• YOUR OBJECTIVE: If a line in the records below contains "roads", copy that line.

----- DATA FOR THIS EXERCISE -----

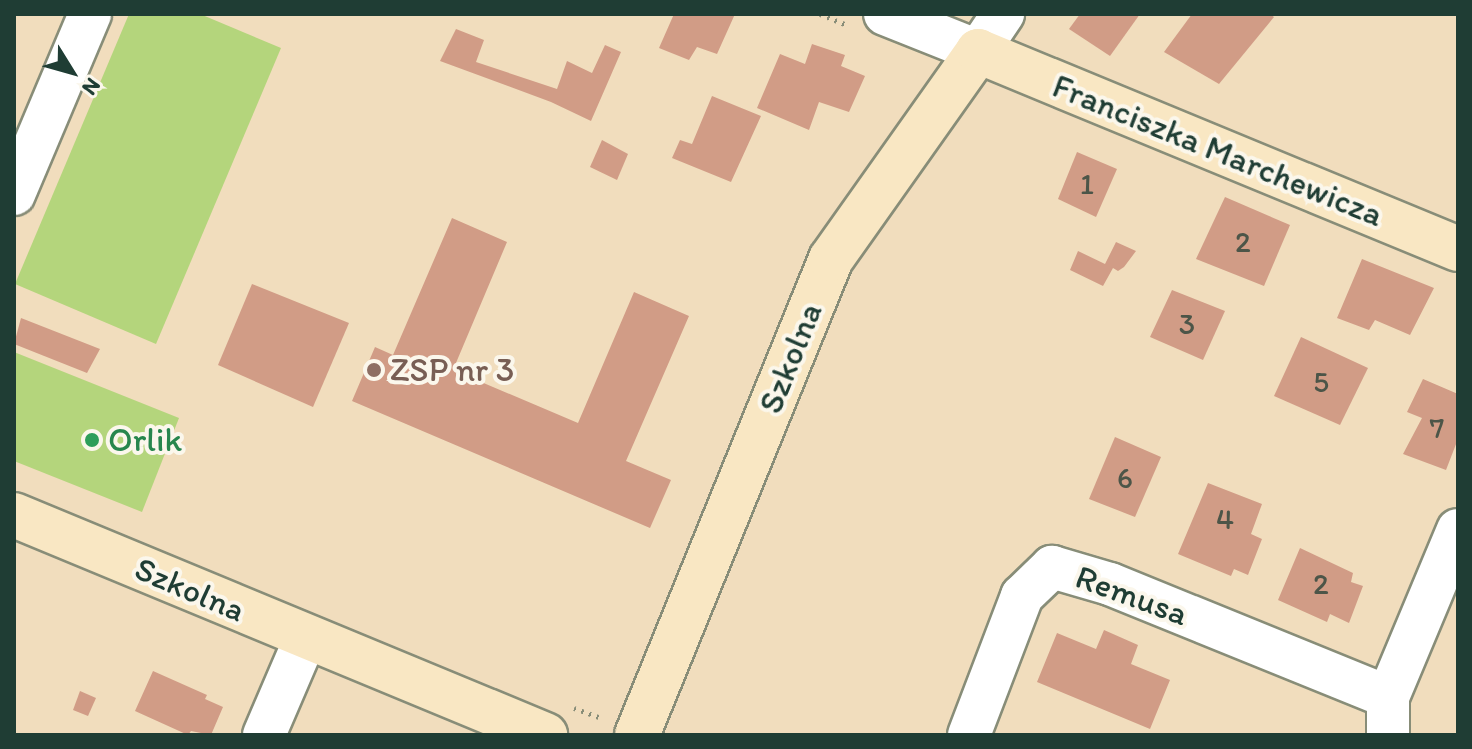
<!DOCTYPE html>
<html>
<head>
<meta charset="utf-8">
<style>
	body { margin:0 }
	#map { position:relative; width:1472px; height:749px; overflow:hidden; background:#f1ddbd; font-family:Itim,sans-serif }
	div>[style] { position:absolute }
	.green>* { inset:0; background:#b4d57c }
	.building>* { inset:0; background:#d19c86 }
	.path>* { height:5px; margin-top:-2.5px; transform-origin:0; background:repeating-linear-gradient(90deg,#888d78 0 2px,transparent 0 8px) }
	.roads { filter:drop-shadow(2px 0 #888d78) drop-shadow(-2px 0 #888d78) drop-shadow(0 2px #888d78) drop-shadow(0 -2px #888d78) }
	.street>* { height:42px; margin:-21px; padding:0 21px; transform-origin:21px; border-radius:21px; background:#fff }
	.secondary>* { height:44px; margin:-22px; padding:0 22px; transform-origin:22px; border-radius:22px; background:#f9e7c3 }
	.dots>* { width:22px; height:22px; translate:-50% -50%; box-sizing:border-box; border:4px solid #fbf7ec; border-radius:50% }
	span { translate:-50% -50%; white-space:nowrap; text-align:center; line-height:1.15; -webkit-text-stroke:8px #fbf7ec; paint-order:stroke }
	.number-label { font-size:30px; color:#4c5548 }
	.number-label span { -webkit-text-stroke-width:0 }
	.street-label { font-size:34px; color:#1f3d34 }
	.education-label { font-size:34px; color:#785e54 }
	.left { translate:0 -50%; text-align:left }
	.leisure-label { font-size:34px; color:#27864d }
	.frame { position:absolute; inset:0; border:16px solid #1f3d34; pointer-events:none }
	.north { position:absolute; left:32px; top:32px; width:80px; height:80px; -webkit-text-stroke:6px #fbf7ec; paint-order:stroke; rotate:127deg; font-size:22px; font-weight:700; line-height:32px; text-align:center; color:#1f3d34 }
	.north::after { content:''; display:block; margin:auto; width:28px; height:36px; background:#1f3d34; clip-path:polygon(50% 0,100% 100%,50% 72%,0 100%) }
</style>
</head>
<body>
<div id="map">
	<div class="green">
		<div style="clip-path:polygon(129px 14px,200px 14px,281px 48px,156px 344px,15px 284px)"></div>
		<div style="clip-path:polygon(14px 352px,179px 418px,142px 512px,14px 461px)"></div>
	</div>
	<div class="building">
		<div style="clip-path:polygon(674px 14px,735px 14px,717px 54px,697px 47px,689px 60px,659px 48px)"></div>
		<div style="clip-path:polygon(1080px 14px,1140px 14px,1110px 56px,1069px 29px)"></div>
		<div style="clip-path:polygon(1192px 14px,1270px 14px,1274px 17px,1219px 84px,1164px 52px)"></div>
		<div style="clip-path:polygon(456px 29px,484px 40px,476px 62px,557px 89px,567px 61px,592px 73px,605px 45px,621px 52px,591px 121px,551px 102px,440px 61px)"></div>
		<div style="clip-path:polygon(812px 44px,845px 55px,841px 66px,865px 76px,849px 112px,819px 102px,809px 130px,757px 108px,780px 54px,805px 64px)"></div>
		<div style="clip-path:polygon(712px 96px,761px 116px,731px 182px,672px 158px,680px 140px,692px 144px)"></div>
		<div style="clip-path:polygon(602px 140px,628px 154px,617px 180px,590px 167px)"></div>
		<div style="clip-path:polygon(1077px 152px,1117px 169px,1096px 217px,1058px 199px)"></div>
		<div style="clip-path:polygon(1225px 197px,1290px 225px,1264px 286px,1196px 259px)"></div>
		<div style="clip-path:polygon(452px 218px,507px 242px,453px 370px,578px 423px,634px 292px,689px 316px,626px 461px,671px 480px,650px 528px,352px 401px,375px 347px,393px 355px)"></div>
		<div style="clip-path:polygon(1116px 242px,1136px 251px,1124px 267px,1118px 271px,1113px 268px,1103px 286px,1070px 270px,1078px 251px,1105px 264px)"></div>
		<div style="clip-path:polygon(1362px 259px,1434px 288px,1410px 335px,1375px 320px,1369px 330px,1337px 318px)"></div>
		<div style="clip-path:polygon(252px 284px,349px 323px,313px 407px,218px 365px)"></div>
		<div style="clip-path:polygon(1172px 290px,1225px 311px,1203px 360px,1150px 337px)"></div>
		<div style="clip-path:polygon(21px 318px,100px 349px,87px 373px,14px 344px)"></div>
		<div style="clip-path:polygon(1301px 337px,1368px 368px,1340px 425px,1274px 396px)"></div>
		<div style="clip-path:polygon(1423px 379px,1458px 394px,1458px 439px,1446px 470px,1403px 454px,1422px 418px,1407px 412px)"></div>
		<div style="clip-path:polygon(1115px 437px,1161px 457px,1135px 517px,1089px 499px)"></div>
		<div style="clip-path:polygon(1208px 483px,1262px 504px,1251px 534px,1262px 539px,1248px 575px,1234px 569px,1231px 576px,1178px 554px)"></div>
		<div style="clip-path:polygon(1300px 548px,1353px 573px,1351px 582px,1363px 586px,1349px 623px,1330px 614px,1327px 622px,1278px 600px)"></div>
		<div style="clip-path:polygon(1104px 630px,1138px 645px,1131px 664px,1170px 680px,1150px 729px,1037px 682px,1057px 633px,1096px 649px)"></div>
		<div style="clip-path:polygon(153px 671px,207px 695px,205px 699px,223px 707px,211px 735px,191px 731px,188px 735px,135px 711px)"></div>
		<div style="clip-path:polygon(80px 691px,96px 698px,88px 716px,73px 710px)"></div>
	</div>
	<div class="path">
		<div style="left:820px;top:14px;width:31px;rotate:22deg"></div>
		<div style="left:574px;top:708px;width:30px;rotate:20deg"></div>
	</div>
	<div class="roads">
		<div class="street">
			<div style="left:885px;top:14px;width:100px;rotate:21.7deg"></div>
			<div style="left:978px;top:51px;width:45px;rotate:-56deg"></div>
			<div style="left:14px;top:194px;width:195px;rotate:-67.1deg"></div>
			<div style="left:264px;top:735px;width:107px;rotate:-66.8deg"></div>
			<div style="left:969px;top:735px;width:149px;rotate:-69.1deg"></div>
			<div style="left:1022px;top:596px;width:42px;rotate:-44deg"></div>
			<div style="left:1052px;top:567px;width:60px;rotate:16.3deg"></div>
			<div style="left:1110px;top:584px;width:300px;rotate:22.1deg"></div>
			<div style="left:1388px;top:735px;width:38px;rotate:-90deg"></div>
			<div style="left:1388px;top:697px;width:181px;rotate:-67.3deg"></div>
		</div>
		<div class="secondary">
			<div style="left:14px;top:515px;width:575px;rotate:22.5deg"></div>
			<div style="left:637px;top:735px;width:514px;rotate:-67.83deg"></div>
			<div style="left:831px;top:259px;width:255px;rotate:-54.7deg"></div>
			<div style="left:978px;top:51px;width:519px;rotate:22.42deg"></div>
		</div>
	</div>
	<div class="dots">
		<div style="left:374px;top:370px;background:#8d6e63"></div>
		<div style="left:92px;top:440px;background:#2e9e5b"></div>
	</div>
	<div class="number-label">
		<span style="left:1087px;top:184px">1</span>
		<span style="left:1243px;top:242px">2</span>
		<span style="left:1187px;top:324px">3</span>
		<span style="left:1321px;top:382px">5</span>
		<span style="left:1437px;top:428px">7</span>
		<span style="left:1125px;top:478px">6</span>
		<span style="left:1225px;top:519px">4</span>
		<span style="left:1321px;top:584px">2</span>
	</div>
	<div class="street-label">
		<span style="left:1218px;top:150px;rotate:22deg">Franciszka Marchewicza</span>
		<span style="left:790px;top:358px;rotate:-68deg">Szkolna</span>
		<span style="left:190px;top:589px;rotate:23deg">Szkolna</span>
		<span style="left:1132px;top:595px;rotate:20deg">Remusa</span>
	</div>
	<div class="education-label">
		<span class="left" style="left:390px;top:370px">ZSP nr 3</span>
	</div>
	<div class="leisure-label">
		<span class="left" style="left:108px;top:440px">Orlik</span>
	</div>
	<div class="frame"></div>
	<div class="north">N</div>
</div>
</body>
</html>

-----

• RESPONSE TO THIS TASK:
	.roads { filter:drop-shadow(2px 0 #888d78) drop-shadow(-2px 0 #888d78) drop-shadow(0 2px #888d78) drop-shadow(0 -2px #888d78) }
	<div class="roads">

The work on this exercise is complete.